* Task description:
Output every line from the beginning of the records through the line that contains "width:16px; height:16px; translate:-50%", exactly as it appears.

Dataset extract: Begin

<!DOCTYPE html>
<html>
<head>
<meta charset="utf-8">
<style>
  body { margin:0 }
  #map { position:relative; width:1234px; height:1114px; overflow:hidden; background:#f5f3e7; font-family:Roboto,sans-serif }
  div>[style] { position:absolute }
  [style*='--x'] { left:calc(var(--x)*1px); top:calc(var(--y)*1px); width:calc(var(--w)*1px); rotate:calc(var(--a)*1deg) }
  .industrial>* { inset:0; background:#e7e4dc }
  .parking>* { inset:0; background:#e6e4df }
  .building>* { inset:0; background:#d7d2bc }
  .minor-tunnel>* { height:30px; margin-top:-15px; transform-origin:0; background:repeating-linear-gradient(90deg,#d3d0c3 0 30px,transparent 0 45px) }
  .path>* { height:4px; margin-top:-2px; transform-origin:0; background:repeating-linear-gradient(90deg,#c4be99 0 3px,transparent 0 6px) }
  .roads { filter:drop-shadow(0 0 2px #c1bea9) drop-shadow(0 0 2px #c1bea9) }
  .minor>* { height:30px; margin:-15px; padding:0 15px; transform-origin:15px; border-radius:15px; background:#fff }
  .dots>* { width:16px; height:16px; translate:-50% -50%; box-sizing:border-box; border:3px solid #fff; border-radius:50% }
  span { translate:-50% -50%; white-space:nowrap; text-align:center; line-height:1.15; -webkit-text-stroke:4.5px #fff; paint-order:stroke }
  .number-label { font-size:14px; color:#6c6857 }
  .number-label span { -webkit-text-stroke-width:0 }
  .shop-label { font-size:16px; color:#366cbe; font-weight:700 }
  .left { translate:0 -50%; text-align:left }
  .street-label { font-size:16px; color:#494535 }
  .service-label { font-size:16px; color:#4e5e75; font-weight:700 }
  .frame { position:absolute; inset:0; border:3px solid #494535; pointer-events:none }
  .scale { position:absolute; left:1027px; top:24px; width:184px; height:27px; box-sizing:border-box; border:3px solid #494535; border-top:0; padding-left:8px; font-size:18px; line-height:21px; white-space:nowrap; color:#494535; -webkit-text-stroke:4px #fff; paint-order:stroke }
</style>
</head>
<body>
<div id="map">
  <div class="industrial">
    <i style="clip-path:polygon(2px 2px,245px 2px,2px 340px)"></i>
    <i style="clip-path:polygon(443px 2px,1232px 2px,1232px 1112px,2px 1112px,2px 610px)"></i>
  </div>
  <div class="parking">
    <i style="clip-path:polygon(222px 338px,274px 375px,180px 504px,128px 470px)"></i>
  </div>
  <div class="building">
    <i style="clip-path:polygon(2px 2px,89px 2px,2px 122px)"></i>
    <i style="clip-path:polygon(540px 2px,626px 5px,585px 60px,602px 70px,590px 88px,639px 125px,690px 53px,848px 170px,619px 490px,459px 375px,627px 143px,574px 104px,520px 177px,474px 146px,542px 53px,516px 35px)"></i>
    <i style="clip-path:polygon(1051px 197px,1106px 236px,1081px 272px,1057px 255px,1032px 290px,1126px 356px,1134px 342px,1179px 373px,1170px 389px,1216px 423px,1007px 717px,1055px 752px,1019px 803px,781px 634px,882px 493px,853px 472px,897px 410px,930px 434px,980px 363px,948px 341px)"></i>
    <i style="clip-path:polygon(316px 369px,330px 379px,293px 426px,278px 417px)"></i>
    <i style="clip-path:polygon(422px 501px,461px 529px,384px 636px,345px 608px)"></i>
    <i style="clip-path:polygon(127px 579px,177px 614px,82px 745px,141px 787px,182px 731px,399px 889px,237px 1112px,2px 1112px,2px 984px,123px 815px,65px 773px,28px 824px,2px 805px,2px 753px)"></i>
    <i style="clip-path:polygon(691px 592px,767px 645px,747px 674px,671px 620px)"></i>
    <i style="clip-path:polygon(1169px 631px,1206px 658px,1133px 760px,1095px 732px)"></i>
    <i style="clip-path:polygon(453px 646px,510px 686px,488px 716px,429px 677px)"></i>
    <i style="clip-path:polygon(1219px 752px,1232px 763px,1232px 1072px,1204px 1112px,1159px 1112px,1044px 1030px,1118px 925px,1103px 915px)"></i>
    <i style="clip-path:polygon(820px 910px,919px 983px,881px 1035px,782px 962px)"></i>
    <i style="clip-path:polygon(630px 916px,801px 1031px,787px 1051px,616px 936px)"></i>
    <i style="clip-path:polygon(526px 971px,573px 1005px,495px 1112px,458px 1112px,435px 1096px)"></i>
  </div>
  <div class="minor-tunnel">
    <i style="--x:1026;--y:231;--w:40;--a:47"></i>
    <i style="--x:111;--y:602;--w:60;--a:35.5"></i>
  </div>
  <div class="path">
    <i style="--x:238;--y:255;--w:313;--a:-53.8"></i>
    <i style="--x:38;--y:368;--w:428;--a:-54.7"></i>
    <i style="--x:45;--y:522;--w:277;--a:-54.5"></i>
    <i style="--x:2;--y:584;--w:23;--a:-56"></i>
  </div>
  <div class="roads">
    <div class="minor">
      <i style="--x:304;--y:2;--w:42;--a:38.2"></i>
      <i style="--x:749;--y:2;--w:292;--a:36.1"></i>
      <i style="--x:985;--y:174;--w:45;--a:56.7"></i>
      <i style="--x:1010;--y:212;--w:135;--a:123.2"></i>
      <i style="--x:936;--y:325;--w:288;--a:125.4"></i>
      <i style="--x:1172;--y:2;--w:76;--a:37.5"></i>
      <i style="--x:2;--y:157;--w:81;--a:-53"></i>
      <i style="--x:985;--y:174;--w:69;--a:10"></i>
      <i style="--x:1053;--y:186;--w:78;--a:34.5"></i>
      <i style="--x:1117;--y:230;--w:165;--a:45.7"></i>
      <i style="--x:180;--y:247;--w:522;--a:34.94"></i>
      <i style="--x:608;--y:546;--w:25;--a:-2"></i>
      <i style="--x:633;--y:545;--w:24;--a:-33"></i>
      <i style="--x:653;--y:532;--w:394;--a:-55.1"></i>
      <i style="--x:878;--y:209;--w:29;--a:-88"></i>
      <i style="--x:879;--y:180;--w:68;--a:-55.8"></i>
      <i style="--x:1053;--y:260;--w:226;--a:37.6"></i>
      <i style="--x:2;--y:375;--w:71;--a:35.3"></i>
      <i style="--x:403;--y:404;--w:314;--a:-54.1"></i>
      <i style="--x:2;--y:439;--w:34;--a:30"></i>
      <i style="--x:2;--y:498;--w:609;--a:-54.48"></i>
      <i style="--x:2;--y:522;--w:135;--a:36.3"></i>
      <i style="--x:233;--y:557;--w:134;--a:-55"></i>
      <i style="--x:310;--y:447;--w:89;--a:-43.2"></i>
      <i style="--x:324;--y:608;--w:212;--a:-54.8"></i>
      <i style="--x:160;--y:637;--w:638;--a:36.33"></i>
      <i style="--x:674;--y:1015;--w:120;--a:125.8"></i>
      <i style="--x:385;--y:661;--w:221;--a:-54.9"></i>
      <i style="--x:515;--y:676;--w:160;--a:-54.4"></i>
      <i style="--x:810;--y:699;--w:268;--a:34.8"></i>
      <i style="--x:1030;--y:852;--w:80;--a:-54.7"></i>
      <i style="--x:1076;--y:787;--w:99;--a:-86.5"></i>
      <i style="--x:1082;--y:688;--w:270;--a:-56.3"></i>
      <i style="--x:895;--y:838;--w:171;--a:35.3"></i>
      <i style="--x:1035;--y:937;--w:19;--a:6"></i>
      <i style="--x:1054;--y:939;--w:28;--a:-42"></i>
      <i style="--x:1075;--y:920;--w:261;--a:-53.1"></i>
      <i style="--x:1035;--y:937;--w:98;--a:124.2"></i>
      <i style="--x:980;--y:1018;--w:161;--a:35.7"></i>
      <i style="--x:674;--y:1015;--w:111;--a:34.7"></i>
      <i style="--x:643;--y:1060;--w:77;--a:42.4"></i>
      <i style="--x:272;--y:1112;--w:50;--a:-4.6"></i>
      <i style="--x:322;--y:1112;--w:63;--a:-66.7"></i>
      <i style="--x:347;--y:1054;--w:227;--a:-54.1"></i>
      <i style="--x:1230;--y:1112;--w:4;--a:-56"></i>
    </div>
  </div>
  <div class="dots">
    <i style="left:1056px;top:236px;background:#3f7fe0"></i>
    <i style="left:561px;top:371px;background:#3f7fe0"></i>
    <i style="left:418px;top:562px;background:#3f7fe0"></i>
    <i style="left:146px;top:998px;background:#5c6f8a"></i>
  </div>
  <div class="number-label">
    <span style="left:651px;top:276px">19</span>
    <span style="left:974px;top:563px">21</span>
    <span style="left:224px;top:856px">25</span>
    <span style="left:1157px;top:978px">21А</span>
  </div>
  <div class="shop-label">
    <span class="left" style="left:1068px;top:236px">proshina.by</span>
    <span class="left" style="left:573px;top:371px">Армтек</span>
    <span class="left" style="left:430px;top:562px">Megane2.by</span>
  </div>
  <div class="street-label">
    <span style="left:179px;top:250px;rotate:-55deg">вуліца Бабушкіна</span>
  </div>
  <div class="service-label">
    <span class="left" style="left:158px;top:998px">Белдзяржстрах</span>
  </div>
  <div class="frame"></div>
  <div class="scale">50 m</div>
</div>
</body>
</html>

Dataset extract: End

* Result for this task:
<!DOCTYPE html>
<html>
<head>
<meta charset="utf-8">
<style>
  body { margin:0 }
  #map { position:relative; width:1234px; height:1114px; overflow:hidden; background:#f5f3e7; font-family:Roboto,sans-serif }
  div>[style] { position:absolute }
  [style*='--x'] { left:calc(var(--x)*1px); top:calc(var(--y)*1px); width:calc(var(--w)*1px); rotate:calc(var(--a)*1deg) }
  .industrial>* { inset:0; background:#e7e4dc }
  .parking>* { inset:0; background:#e6e4df }
  .building>* { inset:0; background:#d7d2bc }
  .minor-tunnel>* { height:30px; margin-top:-15px; transform-origin:0; background:repeating-linear-gradient(90deg,#d3d0c3 0 30px,transparent 0 45px) }
  .path>* { height:4px; margin-top:-2px; transform-origin:0; background:repeating-linear-gradient(90deg,#c4be99 0 3px,transparent 0 6px) }
  .roads { filter:drop-shadow(0 0 2px #c1bea9) drop-shadow(0 0 2px #c1bea9) }
  .minor>* { height:30px; margin:-15px; padding:0 15px; transform-origin:15px; border-radius:15px; background:#fff }
  .dots>* { width:16px; height:16px; translate:-50% -50%; box-sizing:border-box; border:3px solid #fff; border-radius:50% }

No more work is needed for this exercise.